Quello che avvertiamo nella degustazione ha un riscontro ovviamente chimico e di questo possiamo fare alcuni esempi: un eccesso di SO2 provoca il sentore di zolfo, di H2S di uova marce, di R-S-R Zolfo conferiscono un sentore di cavolfiore bollito mentre se ci sono troppi Mercaptani e Tioli R–SH avvertiremo un sentore di cipolla.
I vini “ridotti”, come quelli ossidati, presentano caratteristiche tipiche non solo all’olfatto. Da un punto di vista visivo il colore del vino conserva le sue componenti verdi nei bianchi e blu nei rossi, evolvendo molto lentamente.
Da un punto di vista prettamente olfattivo, invece, si può avere un intensificarsi dei sentori tanto da farci capire quando il difetto avrà natura transitoria da quando, purtroppo, sarà irrimediabilmente compromesso.
Si può andare da note di cuoio e di sugo di carne, e anche di fungo, di affumicato e di torrefatto a sentori più pungenti e violenti come di selvaggina, di interiora, di frollato o persino di putrefatto. Possono comparire odore di chiuso e di stantio nei vini rossi, di metallico nei bianchi o odori solforati e aromi agliacei.
L’uso del decanter
Una possibilità che abbiamo quando stappiamo una bottiglia di vino, soprattutto se in vini a lungo invecchiati, è lasciarlo arieggiare usando una caraffa o un decanter (ma anche il semplice calice) per fare in modo che i composti solforici volatili possano pian piano scomparire.

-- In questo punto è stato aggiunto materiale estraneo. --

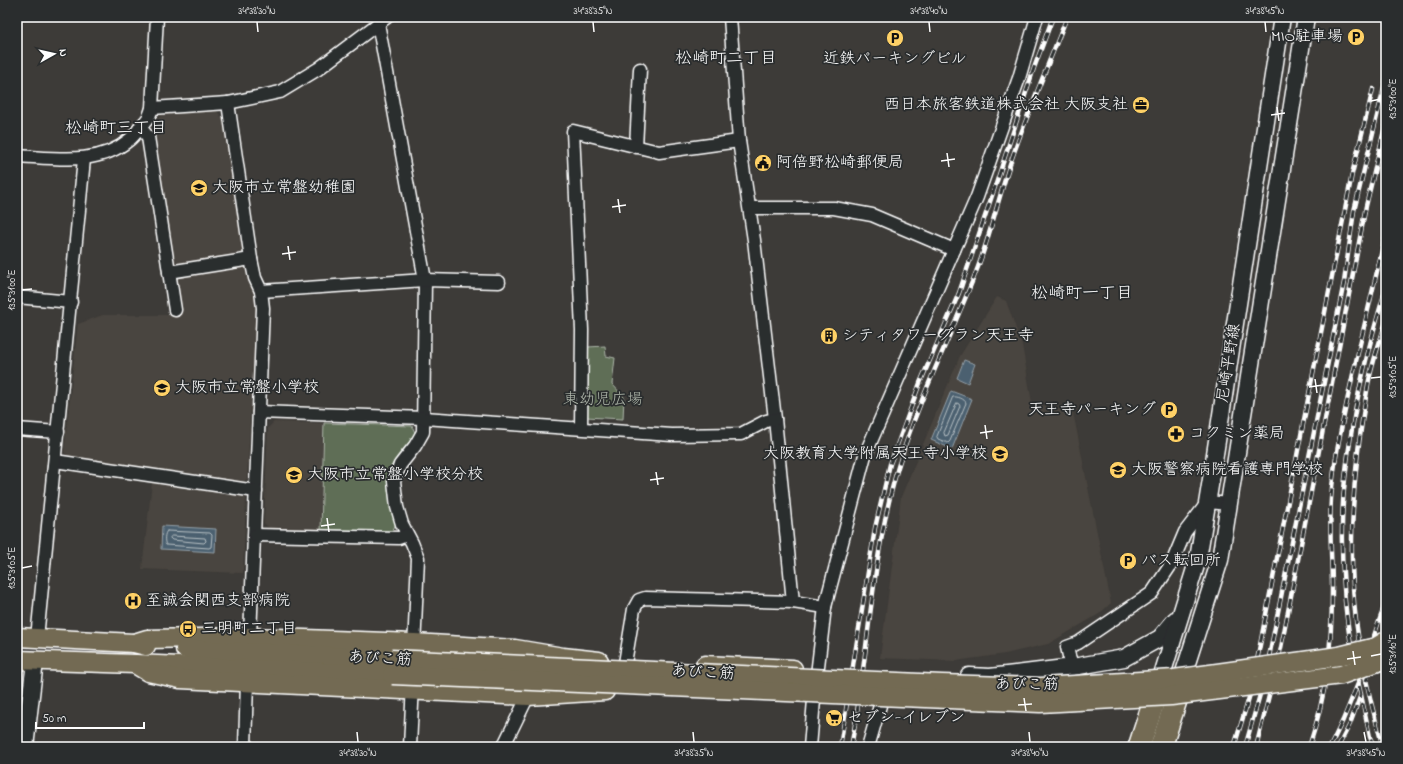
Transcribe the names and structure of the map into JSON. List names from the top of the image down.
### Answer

Se il vino è di buona qualità finirà con liberare il suo bouquet, se invece non ha una struttura adeguata, l’odore di ridotto non potrà essere eliminato compromettendo la degustazione per sempre.

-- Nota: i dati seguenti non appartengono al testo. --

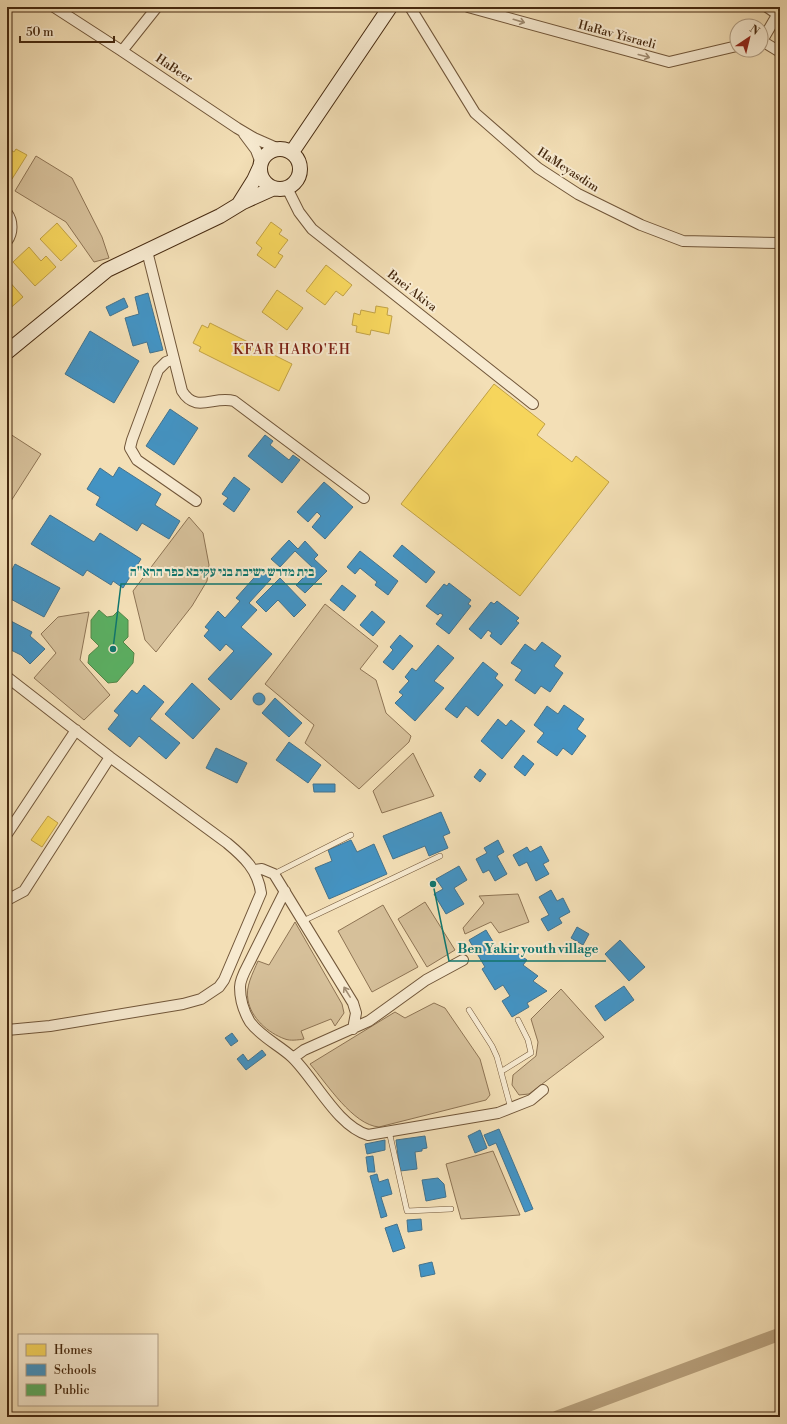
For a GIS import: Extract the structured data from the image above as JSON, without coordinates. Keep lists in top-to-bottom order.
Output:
{
  "streets": {
    "street": [
      "HaRav Yisraeli",
      "HaBeer",
      "HaMeyasdim",
      "Bnei Akiva"
    ]
  },
  "crossings": [
    ["HaBeer", "Bnei Akiva"]
  ],
  "one_way": ["HaRav Yisraeli"],
  "districts": ["KFAR HARO'EH"],
  "places": ["בית מדרש ישיבת בני עקיבא כפר הרא\"ה", "Ben Yakir youth village"],
  "legend": ["Homes", "Schools", "Public"],
  "scale_bar": "50 m",
  "north": "top right"
}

La decantazione ha un ruolo importante sempre ma fondamentale in questi casi. Ha il potere di rendere vita ad un vino che ha trascorso vari anni nella sua prigione di vetro.
Per i vini giovani l’ossigenazione accelera l’evoluzione degli aromi e li rivela. Nei vini maturi l’arieggiamento tende a cancellare le note di riduzione e dopo pochi minuti questi aromi saranno scomparsi.
Unica attenzione per i vini particolarmente vecchi e quindi con un equilibrio molto delicato; in questi casi purtroppo l’uso del decanter può risultare fatale.